# IEM <1k; Cowon EM1 vs SoundMagic ES18



## nomadsorion (Jul 12, 2013)

Hey all

I had come up with a post earlier asking for suggestions for iems <2k. But, I suddenly feel the need to spend less on my iem

Cowon EM1 and SoundMagic ES18 both seem good(based on reviews). Please help me choose any one among the two. I dont want lots of bass. 

Even if there are any other IEMs with a bit neutral sound in the price range of 500-750, please let me know ASAP


----------



## ratul (Jul 12, 2013)

eS18 has best overall sound experience under <1k, though people skip it due to it's weak build quality, if you can overlook that, then it's the best musical experience..
can't say about cowon, but Sony MDR-EX100LP has got some good reviews...


----------



## nomadsorion (Jul 12, 2013)

Thanks a lot for your response. I have already used SM earlier and so I prefer it a bit more than others. But, is the build quality of ES18 really very bad? I mean, can the cable break/get cut easily?


----------



## sandynator (Jul 12, 2013)

nomadsorion said:


> Thanks a lot for your response.
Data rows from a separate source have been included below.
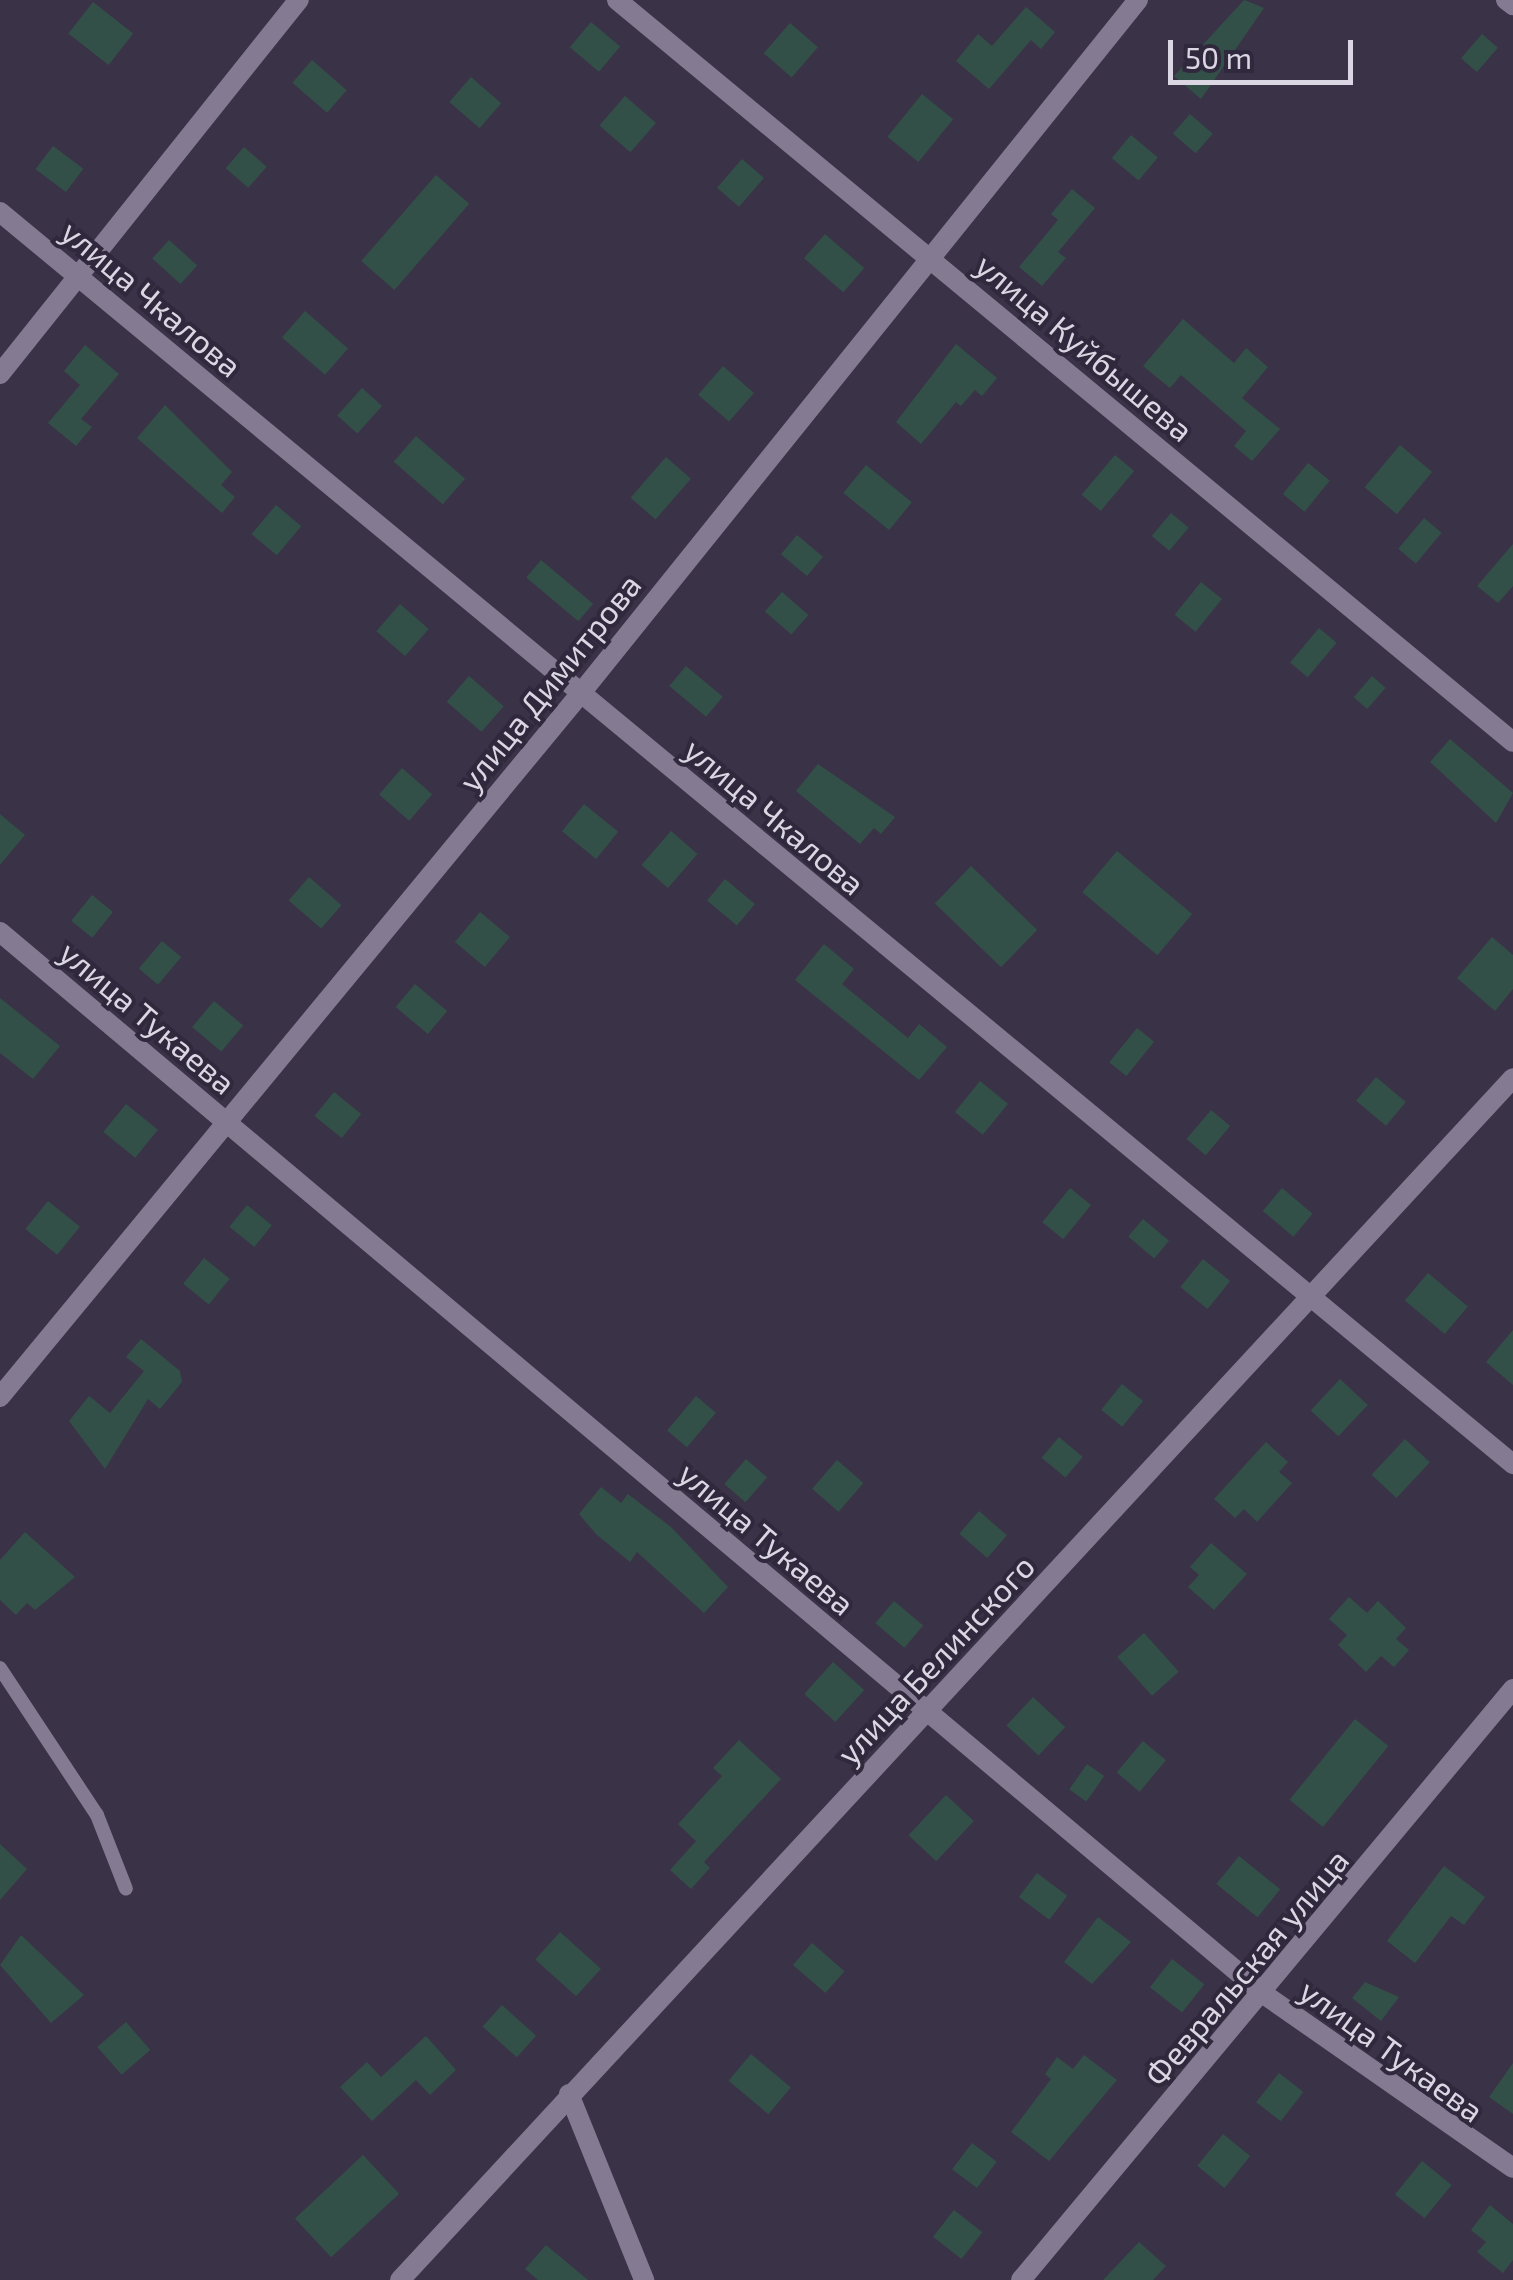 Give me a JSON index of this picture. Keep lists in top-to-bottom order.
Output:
{
  "streets": {
    "street": [
      "улица Чкалова",
      "улица Куйбышева",
      "улица Димитрова",
      "улица Тукаева",
      "улица Белинского",
      "Февральская улица"
    ]
  },
  "crossings": [
    ["улица Чкалова", "улица Димитрова"],
    ["улица Чкалова", "улица Белинского"],
    ["улица Куйбышева", "улица Димитрова"],
    ["улица Димитрова", "улица Тукаева"],
    ["улица Тукаева", "улица Белинского"],
    ["улица Тукаева", "Февральская улица"]
  ],
  "scale_bar": "50 m"
}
I have already used SM earlier and so I prefer it a bit more than others. But, is the build quality of ES18 really very bad? I mean, can the cable break/get cut easily?
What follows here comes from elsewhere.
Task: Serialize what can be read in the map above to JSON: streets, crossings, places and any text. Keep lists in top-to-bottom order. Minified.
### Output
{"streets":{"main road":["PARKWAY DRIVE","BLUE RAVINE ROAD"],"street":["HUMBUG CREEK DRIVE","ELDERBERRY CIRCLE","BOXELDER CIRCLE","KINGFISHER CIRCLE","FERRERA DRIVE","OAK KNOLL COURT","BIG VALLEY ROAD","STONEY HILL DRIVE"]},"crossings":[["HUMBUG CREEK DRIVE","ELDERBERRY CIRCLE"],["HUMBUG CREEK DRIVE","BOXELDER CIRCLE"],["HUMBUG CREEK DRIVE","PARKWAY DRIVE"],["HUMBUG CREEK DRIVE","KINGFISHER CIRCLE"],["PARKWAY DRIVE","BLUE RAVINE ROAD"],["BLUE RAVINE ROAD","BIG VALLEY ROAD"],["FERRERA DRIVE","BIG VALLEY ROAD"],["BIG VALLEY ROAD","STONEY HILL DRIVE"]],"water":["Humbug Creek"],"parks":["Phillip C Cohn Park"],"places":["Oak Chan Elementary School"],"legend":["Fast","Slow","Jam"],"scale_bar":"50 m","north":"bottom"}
Best Possible neutral IEM for you would be 
*Soundmagic PL30 from proaudiohome @1190 after discount[apply SMPAH coupon]*
SoundMagic PL30 In-Ear Headphones

Also Consider Foll. IEM as per order
*Logitech UE 200 @900 INR*
Logitech Ultimate Ears UE 200 Noise-Isolating Earphone


*Audio Technica CLR100@ 636*
Audio Technica ATH-CLR100 BK In-the-ear Headphone - Audio Technica: Flipkart.com


JVC HA-FX34 Marshmallow @451.50 [Apply coupon JVC200] but only 3mnths warranty 
JVC Marshmallow HA-FX34


Overall Es18 is gr8 IEM but as per few of my frnds Cowon EM1 will be slight above it in delivering Mids & Highs. Do not have personal experience will have to compare it with my ES18. BTW Built of ES18 is ok ok types. if you take care properly it won't break easily.


----------



## vickybat (Jul 12, 2013)

How is audio technica CLR 100?? Anyone has any hands on experience with it?


----------



## sandynator (Jul 12, 2013)

vickybat said:


> How is audio technica CLR 100?? Anyone has any hands on experience with it?



Go through this thread. see if it helps you.
The discovery thread.! New JVC phones.PG787. Philips Fidelio S2. PG 724!! Basso PG601..

I was almost going to gift this to my Sis in law but at that time it was unavailable so had to settle for Logitech UE200.


----------